The Office of Management and Budget’s (OMB’s) so-called Omni Circular supersedes and streamlines requirements from eight existing circulars that apply to federal awards. Although the new audit threshold has received much of the attention, nonprofits that receive federal awards should be aware of other significant changes that take effect for new contracts starting after Dec. 26, 2014.
The Omni Circular, or the “Uniform Administrative Requirements, Cost Principles, and Audit Requirements for Federal Awards,” includes significant reforms to the cost principles formerly found in Circulars A-21, A-87 and A-122. For example, a nonprofit that’s never had a negotiated indirect cost rate may now use a de minimis rate of 10% of modified total direct costs. Nonprofits that have an approved federally negotiated indirect cost rate can apply for a one-time extension up to four years without further negotiation.
The Omni Circular also clarifies when administrative salaries can be considered direct costs, adds reporting requirements for compensation, and includes some computer costs with materials and supplies. Changes may be necessary to comply with the specific requirements for time and effort tracking. Overall, the guidance should allow nonprofits to recover more costs from the federal government, according to the OMB.
The final guidance clarifies expectations for awardees about the oversight and management of any “subawards” nonprofits provide to other entities (known as “subrecipients”) to carry out part of the awardee’s grant.
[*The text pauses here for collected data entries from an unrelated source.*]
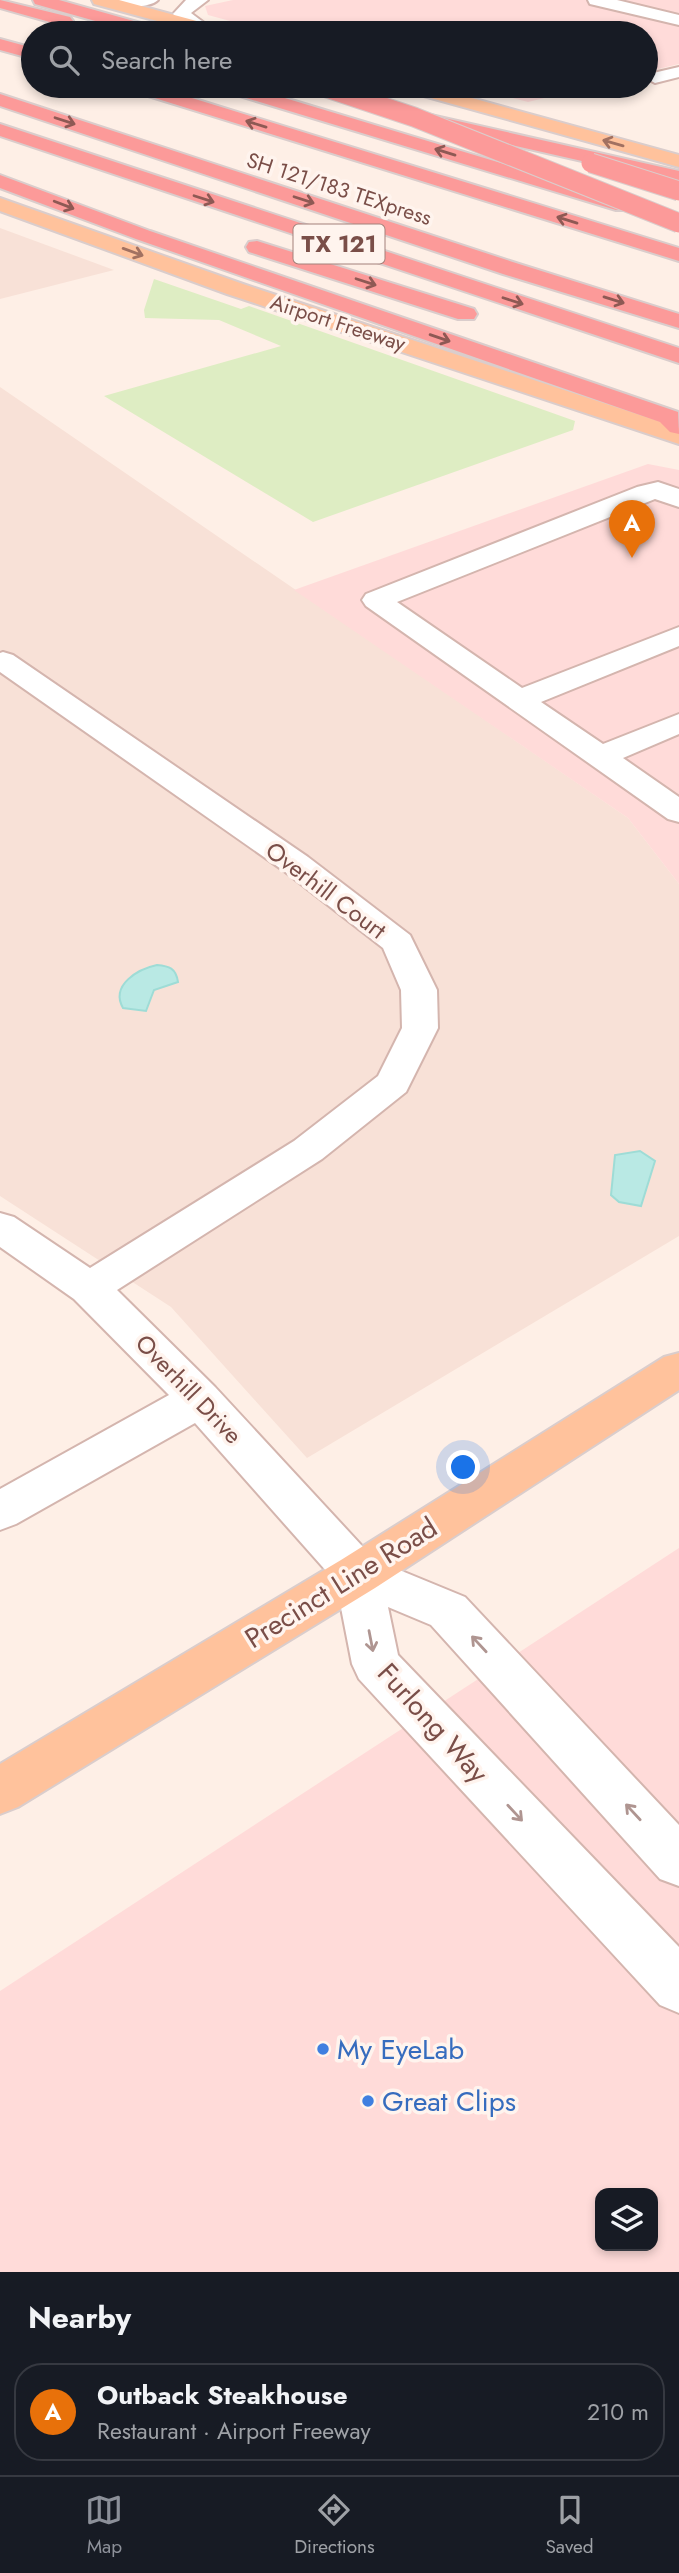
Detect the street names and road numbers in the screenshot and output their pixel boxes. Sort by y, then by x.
street label: SH 121/183 TEXpress [243,145,435,233]
road number: TX 121 [294,224,384,264]
street label: Airport Freeway [267,287,410,359]
street label: Overhill Court [258,833,394,947]
street label: Overhill Drive [128,1326,250,1452]
street label: Precinct Line Road [237,1507,445,1659]
street label: Furlong Way [368,1654,499,1793]

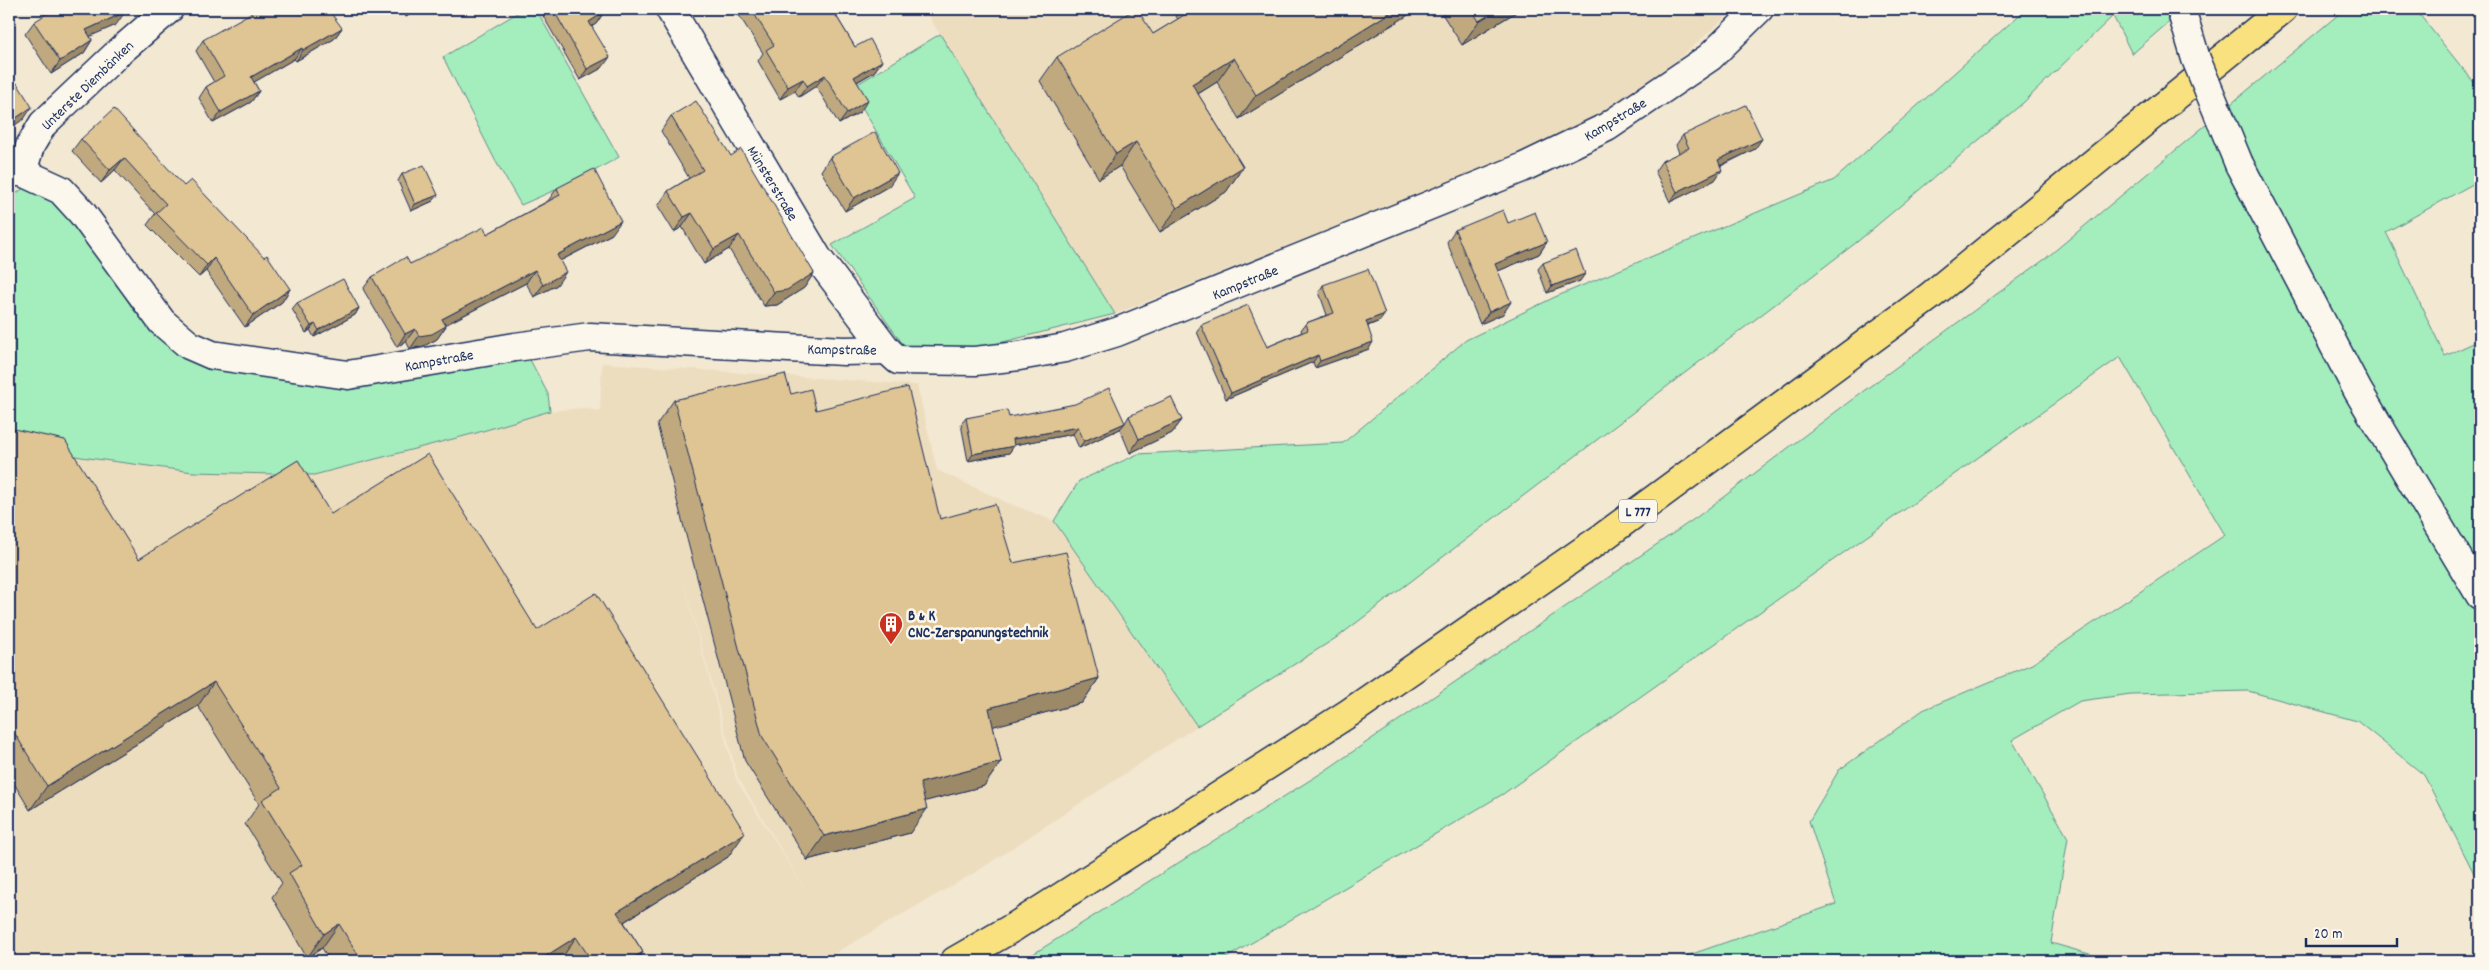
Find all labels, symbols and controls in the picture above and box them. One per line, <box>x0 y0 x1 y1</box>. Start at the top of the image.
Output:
street label: Unterste Diembänken <box>37 36 140 137</box>
street label: Kampstraße <box>1581 93 1652 148</box>
street label: Münsterstraße <box>740 142 803 226</box>
street label: Kampstraße <box>1209 261 1282 307</box>
street label: Kampstraße <box>807 339 877 363</box>
street label: Kampstraße <box>403 345 476 379</box>
road number: L 777 <box>1619 500 1657 522</box>
place label: B & K CNC-Zerspanungstechnik <box>908 606 1048 645</box>
building icon: B & K CNC-Zerspanungstechnik <box>878 611 904 645</box>
scale bar <box>2306 915 2398 947</box>
text: 20 m <box>2314 924 2342 946</box>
One example is when a nonprofit passes some of its award funds to another nonprofit to conduct research or run a program. The guidance requires the original awardee to evaluate each subrecipient’s risk of noncompliance with federal statutes and regulations and the terms and conditions of the subaward to determine monitoring procedures.
Monitoring must include review of any performance or financial reports the awardee requires from its subrecipients to meet its oversight requirements under the terms of the federal award. Monitoring also must include follow-up to ensure that these organizations take timely and appropriate action on all deficiencies detected through audits and on-site review. The original awardee, referred to in the Omni Circular as a “pass-through recipient,” must verify that a subrecipient receives the required audit. But, for smaller subrecipients where an A-133 audit isn’t required, additional monitoring may be needed.
Awardees must set and maintain effective internal control over the award. This means providing reasonable assurance that the award is being managed in compliance with the award’s terms and conditions and federal laws.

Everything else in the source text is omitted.